Every entry is to be printed again precisely as given.

Collected data entries:
....
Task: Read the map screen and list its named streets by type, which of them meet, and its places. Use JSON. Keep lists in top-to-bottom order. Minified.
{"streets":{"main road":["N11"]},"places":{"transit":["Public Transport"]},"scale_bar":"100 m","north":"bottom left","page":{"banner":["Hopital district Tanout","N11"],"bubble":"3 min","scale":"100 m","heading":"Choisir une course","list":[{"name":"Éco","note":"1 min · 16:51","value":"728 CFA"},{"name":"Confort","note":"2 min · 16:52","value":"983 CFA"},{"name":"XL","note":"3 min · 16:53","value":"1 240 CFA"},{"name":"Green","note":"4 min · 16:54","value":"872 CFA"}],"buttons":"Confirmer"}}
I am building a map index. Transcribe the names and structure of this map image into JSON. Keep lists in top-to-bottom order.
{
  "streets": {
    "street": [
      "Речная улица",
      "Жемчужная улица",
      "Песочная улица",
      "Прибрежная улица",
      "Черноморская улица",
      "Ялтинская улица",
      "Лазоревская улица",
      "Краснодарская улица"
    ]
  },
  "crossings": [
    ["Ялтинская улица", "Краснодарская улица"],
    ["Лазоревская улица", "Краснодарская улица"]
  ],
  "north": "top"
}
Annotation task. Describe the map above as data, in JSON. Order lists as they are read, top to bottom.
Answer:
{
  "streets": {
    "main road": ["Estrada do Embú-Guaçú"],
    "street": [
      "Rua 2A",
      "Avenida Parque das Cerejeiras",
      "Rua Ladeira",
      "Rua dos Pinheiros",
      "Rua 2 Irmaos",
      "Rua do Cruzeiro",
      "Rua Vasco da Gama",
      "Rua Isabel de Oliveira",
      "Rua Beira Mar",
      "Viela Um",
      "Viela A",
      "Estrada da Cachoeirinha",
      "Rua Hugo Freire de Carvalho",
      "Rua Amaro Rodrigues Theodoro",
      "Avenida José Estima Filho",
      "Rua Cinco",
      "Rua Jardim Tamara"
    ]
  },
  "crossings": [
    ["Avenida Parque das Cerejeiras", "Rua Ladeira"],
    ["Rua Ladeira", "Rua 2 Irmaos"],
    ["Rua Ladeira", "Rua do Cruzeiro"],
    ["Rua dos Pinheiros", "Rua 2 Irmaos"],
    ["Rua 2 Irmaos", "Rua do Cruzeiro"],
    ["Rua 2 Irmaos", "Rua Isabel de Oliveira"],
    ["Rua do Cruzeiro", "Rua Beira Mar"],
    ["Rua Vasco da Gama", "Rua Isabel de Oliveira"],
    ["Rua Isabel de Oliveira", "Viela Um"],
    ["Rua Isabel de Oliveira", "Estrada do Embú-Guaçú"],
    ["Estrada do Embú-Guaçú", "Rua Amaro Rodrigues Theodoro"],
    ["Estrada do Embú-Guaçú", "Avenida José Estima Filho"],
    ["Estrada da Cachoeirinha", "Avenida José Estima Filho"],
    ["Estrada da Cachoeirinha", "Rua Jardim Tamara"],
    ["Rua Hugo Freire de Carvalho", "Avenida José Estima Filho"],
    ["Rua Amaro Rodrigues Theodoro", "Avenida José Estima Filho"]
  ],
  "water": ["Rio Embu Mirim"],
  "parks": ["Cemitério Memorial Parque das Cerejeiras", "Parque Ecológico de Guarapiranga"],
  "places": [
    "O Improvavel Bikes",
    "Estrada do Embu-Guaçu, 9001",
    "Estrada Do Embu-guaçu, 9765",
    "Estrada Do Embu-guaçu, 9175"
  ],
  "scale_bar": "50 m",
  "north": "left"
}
....
### Worked solution
Task: Read the map screen and list its named streets by type, which of them meet, and its places. Use JSON. Keep lists in top-to-bottom order. Minified.
{"streets":{"main road":["N11"]},"places":{"transit":["Public Transport"]},"scale_bar":"100 m","north":"bottom left","page":{"banner":["Hopital district Tanout","N11"],"bubble":"3 min","scale":"100 m","heading":"Choisir une course","list":[{"name":"Éco","note":"1 min · 16:51","value":"728 CFA"},{"name":"Confort","note":"2 min · 16:52","value":"983 CFA"},{"name":"XL","note":"3 min · 16:53","value":"1 240 CFA"},{"name":"Green","note":"4 min · 16:54","value":"872 CFA"}],"buttons":"Confirmer"}}
I am building a map index. Transcribe the names and structure of this map image into JSON. Keep lists in top-to-bottom order.
{
  "streets": {
    "street": [
      "Речная улица",
      "Жемчужная улица",
      "Песочная улица",
      "Прибрежная улица",
      "Черноморская улица",
      "Ялтинская улица",
      "Лазоревская улица",
      "Краснодарская улица"
    ]
  },
  "crossings": [
    ["Ялтинская улица", "Краснодарская улица"],
    ["Лазоревская улица", "Краснодарская улица"]
  ],
  "north": "top"
}
Annotation task. Describe the map above as data, in JSON. Order lists as they are read, top to bottom.
Answer:
{
  "streets": {
    "main road": ["Estrada do Embú-Guaçú"],
    "street": [
      "Rua 2A",
      "Avenida Parque das Cerejeiras",
      "Rua Ladeira",
      "Rua dos Pinheiros",
      "Rua 2 Irmaos",
      "Rua do Cruzeiro",
      "Rua Vasco da Gama",
      "Rua Isabel de Oliveira",
      "Rua Beira Mar",
      "Viela Um",
      "Viela A",
      "Estrada da Cachoeirinha",
      "Rua Hugo Freire de Carvalho",
      "Rua Amaro Rodrigues Theodoro",
      "Avenida José Estima Filho",
      "Rua Cinco",
      "Rua Jardim Tamara"
    ]
  },
  "crossings": [
    ["Avenida Parque das Cerejeiras", "Rua Ladeira"],
    ["Rua Ladeira", "Rua 2 Irmaos"],
    ["Rua Ladeira", "Rua do Cruzeiro"],
    ["Rua dos Pinheiros", "Rua 2 Irmaos"],
    ["Rua 2 Irmaos", "Rua do Cruzeiro"],
    ["Rua 2 Irmaos", "Rua Isabel de Oliveira"],
    ["Rua do Cruzeiro", "Rua Beira Mar"],
    ["Rua Vasco da Gama", "Rua Isabel de Oliveira"],
    ["Rua Isabel de Oliveira", "Viela Um"],
    ["Rua Isabel de Oliveira", "Estrada do Embú-Guaçú"],
    ["Estrada do Embú-Guaçú", "Rua Amaro Rodrigues Theodoro"],
    ["Estrada do Embú-Guaçú", "Avenida José Estima Filho"],
    ["Estrada da Cachoeirinha", "Avenida José Estima Filho"],
    ["Estrada da Cachoeirinha", "Rua Jardim Tamara"],
    ["Rua Hugo Freire de Carvalho", "Avenida José Estima Filho"],
    ["Rua Amaro Rodrigues Theodoro", "Avenida José Estima Filho"]
  ],
  "water": ["Rio Embu Mirim"],
  "parks": ["Cemitério Memorial Parque das Cerejeiras", "Parque Ecológico de Guarapiranga"],
  "places": [
    "O Improvavel Bikes",
    "Estrada do Embu-Guaçu, 9001",
    "Estrada Do Embu-guaçu, 9765",
    "Estrada Do Embu-guaçu, 9175"
  ],
  "scale_bar": "50 m",
  "north": "left"
}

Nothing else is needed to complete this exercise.